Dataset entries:
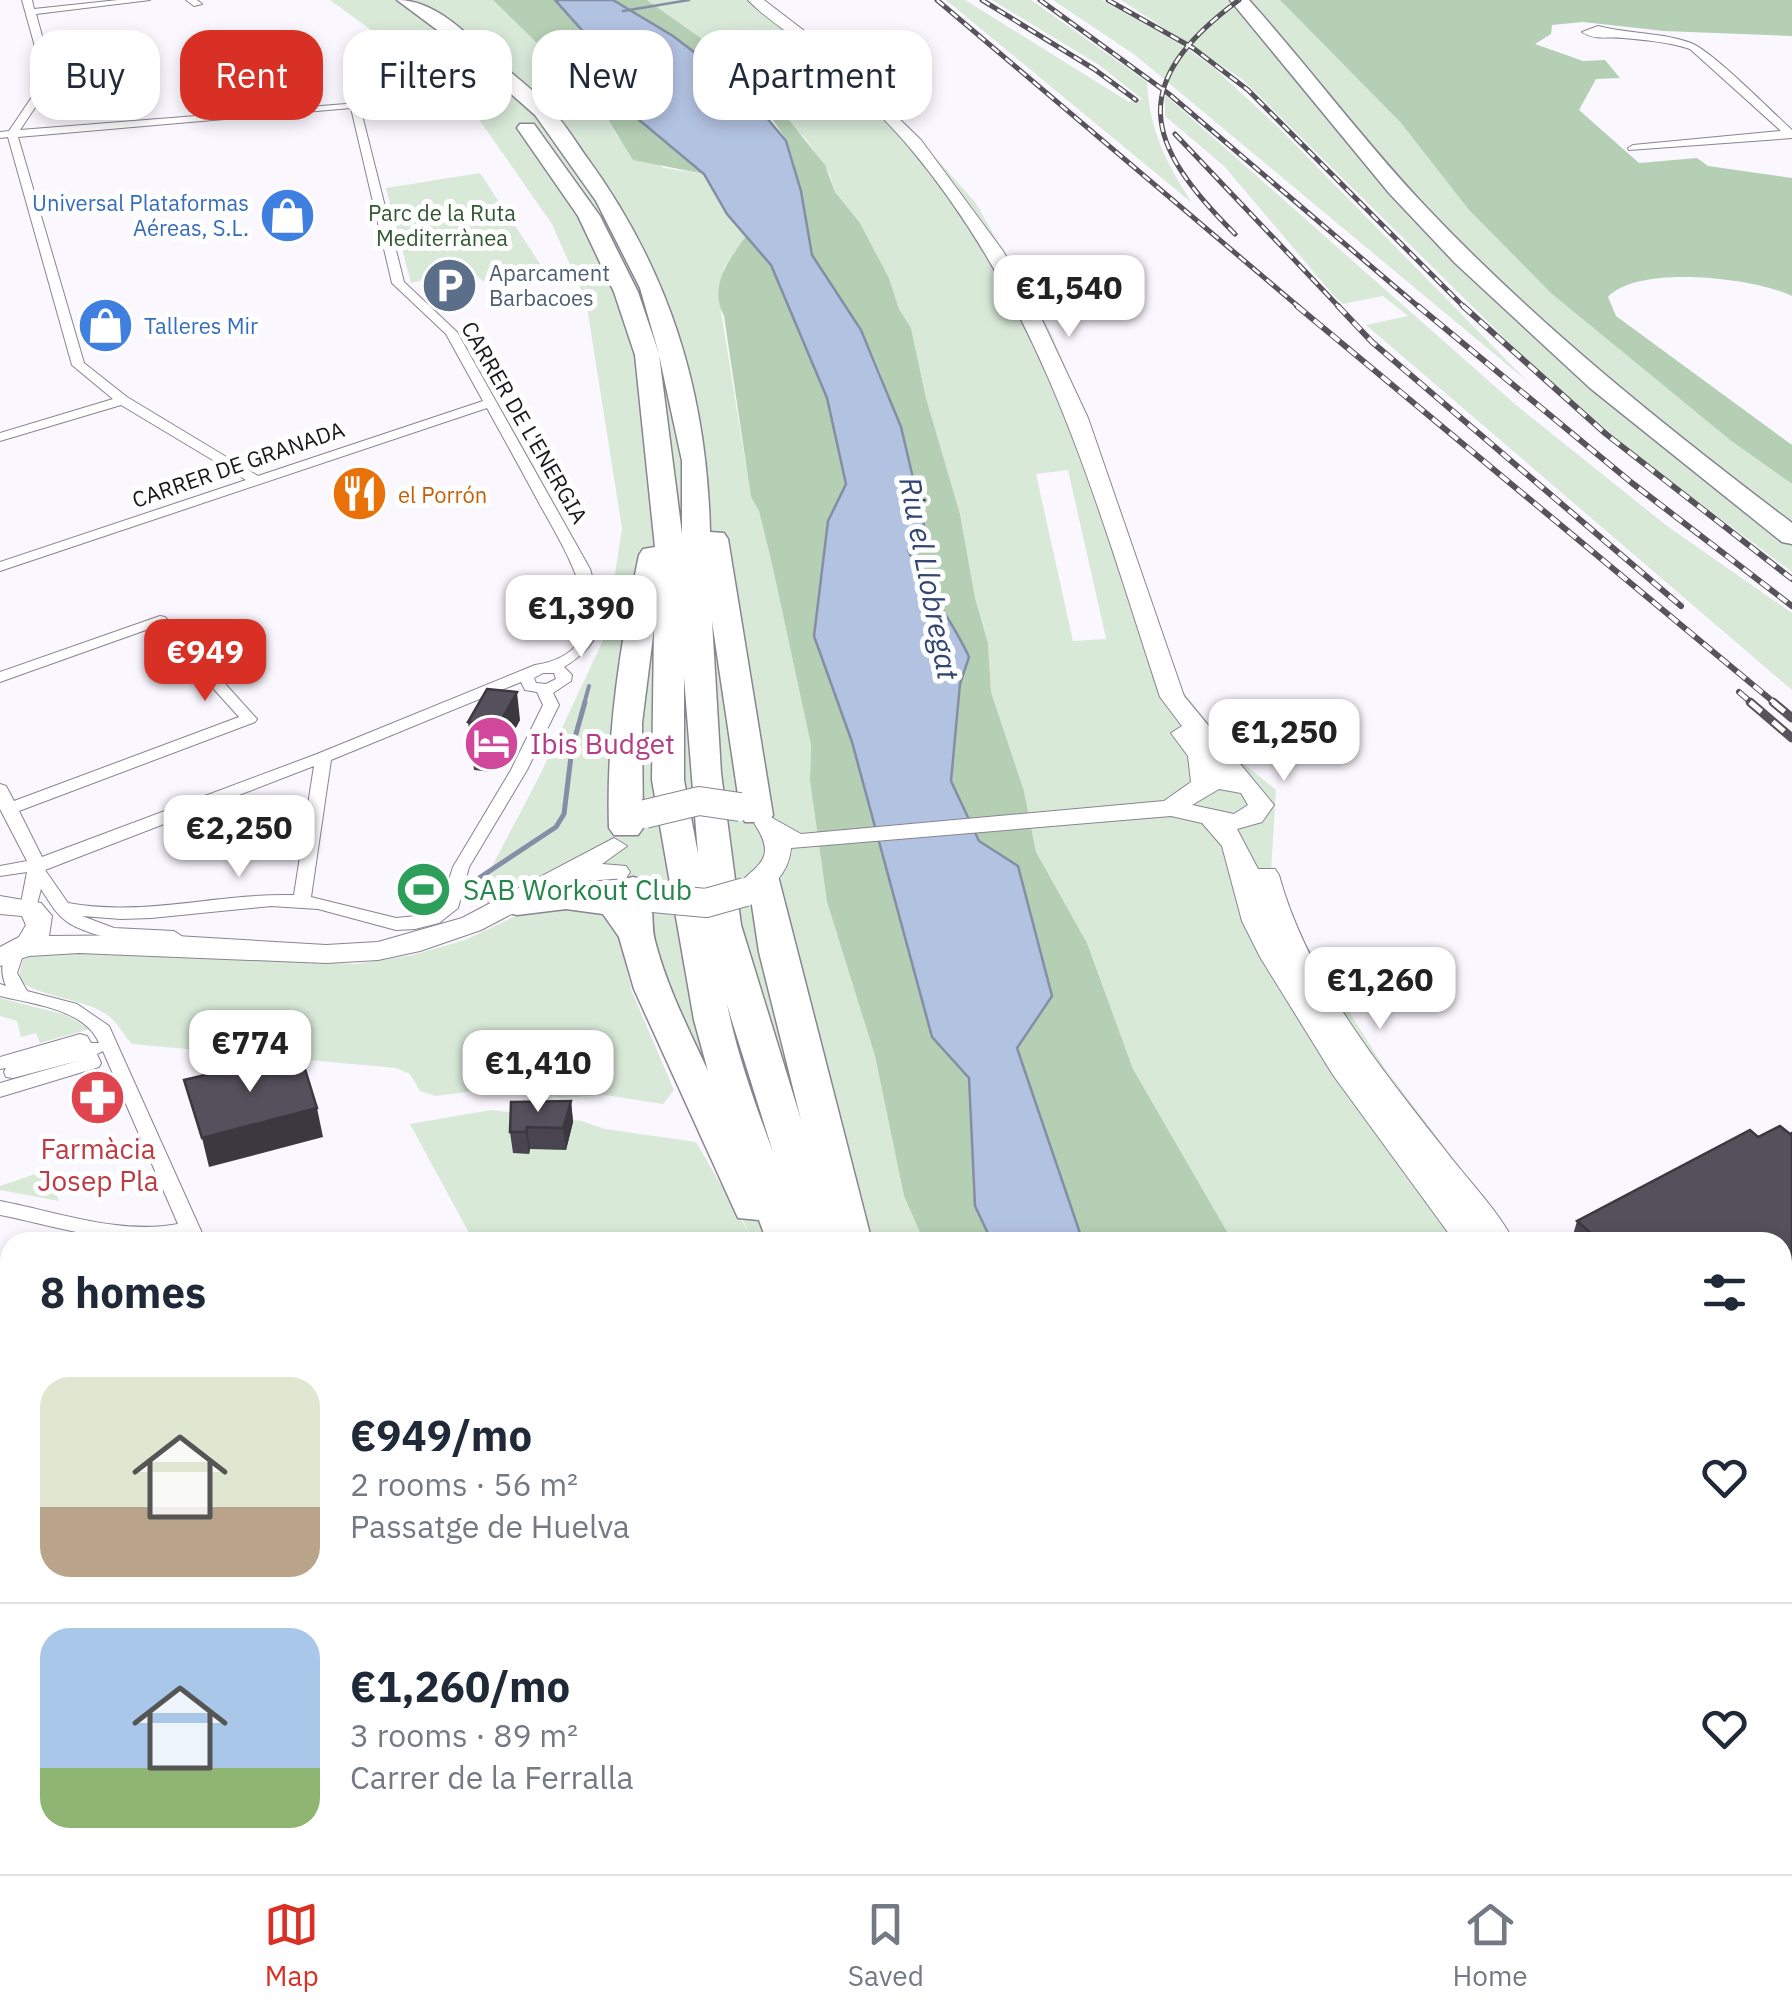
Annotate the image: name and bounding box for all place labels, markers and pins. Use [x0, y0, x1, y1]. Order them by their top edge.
shop icon: Universal Plataformas Aéreas, S.L. [258, 185, 318, 245]
place label: Universal Plataformas Aéreas, S.L. [32, 188, 249, 242]
parking icon: Aparcament Barbacoes [420, 255, 480, 315]
pin: €1,540 [988, 255, 1150, 340]
place label: Aparcament Barbacoes [489, 258, 610, 312]
shop icon: Talleres Mir [75, 295, 135, 355]
place label: Talleres Mir [144, 311, 258, 340]
restaurant icon: el Porrón [329, 464, 389, 524]
place label: el Porrón [398, 480, 487, 509]
pin: €1,390 [500, 575, 662, 660]
pin: €949 [146, 619, 264, 704]
pin: €1,250 [1203, 699, 1365, 784]
hotel icon: Ibis Budget [461, 713, 521, 773]
place label: Ibis Budget [530, 725, 675, 762]
pin: €2,250 [158, 795, 320, 880]
sports icon: SAB Workout Club [394, 859, 454, 919]
place label: SAB Workout Club [463, 871, 692, 908]
pin: €1,260 [1299, 947, 1461, 1032]
pin: €774 [191, 1010, 309, 1095]
pin: €1,410 [457, 1030, 619, 1115]
pharmacy icon: Farmàcia Josep Pla [68, 1067, 128, 1127]
place label: Farmàcia Josep Pla [37, 1130, 159, 1199]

What you need to do:
Only lines that include "place" belong in the answer; return them from the entries above.

Exercise result:
Annotate the image: name and bounding box for all place labels, markers and pins. Use [x0, y0, x1, y1]. Order them by their top edge.
place label: Universal Plataformas Aéreas, S.L. [32, 188, 249, 242]
place label: Aparcament Barbacoes [489, 258, 610, 312]
place label: Talleres Mir [144, 311, 258, 340]
place label: el Porrón [398, 480, 487, 509]
place label: Ibis Budget [530, 725, 675, 762]
place label: SAB Workout Club [463, 871, 692, 908]
place label: Farmàcia Josep Pla [37, 1130, 159, 1199]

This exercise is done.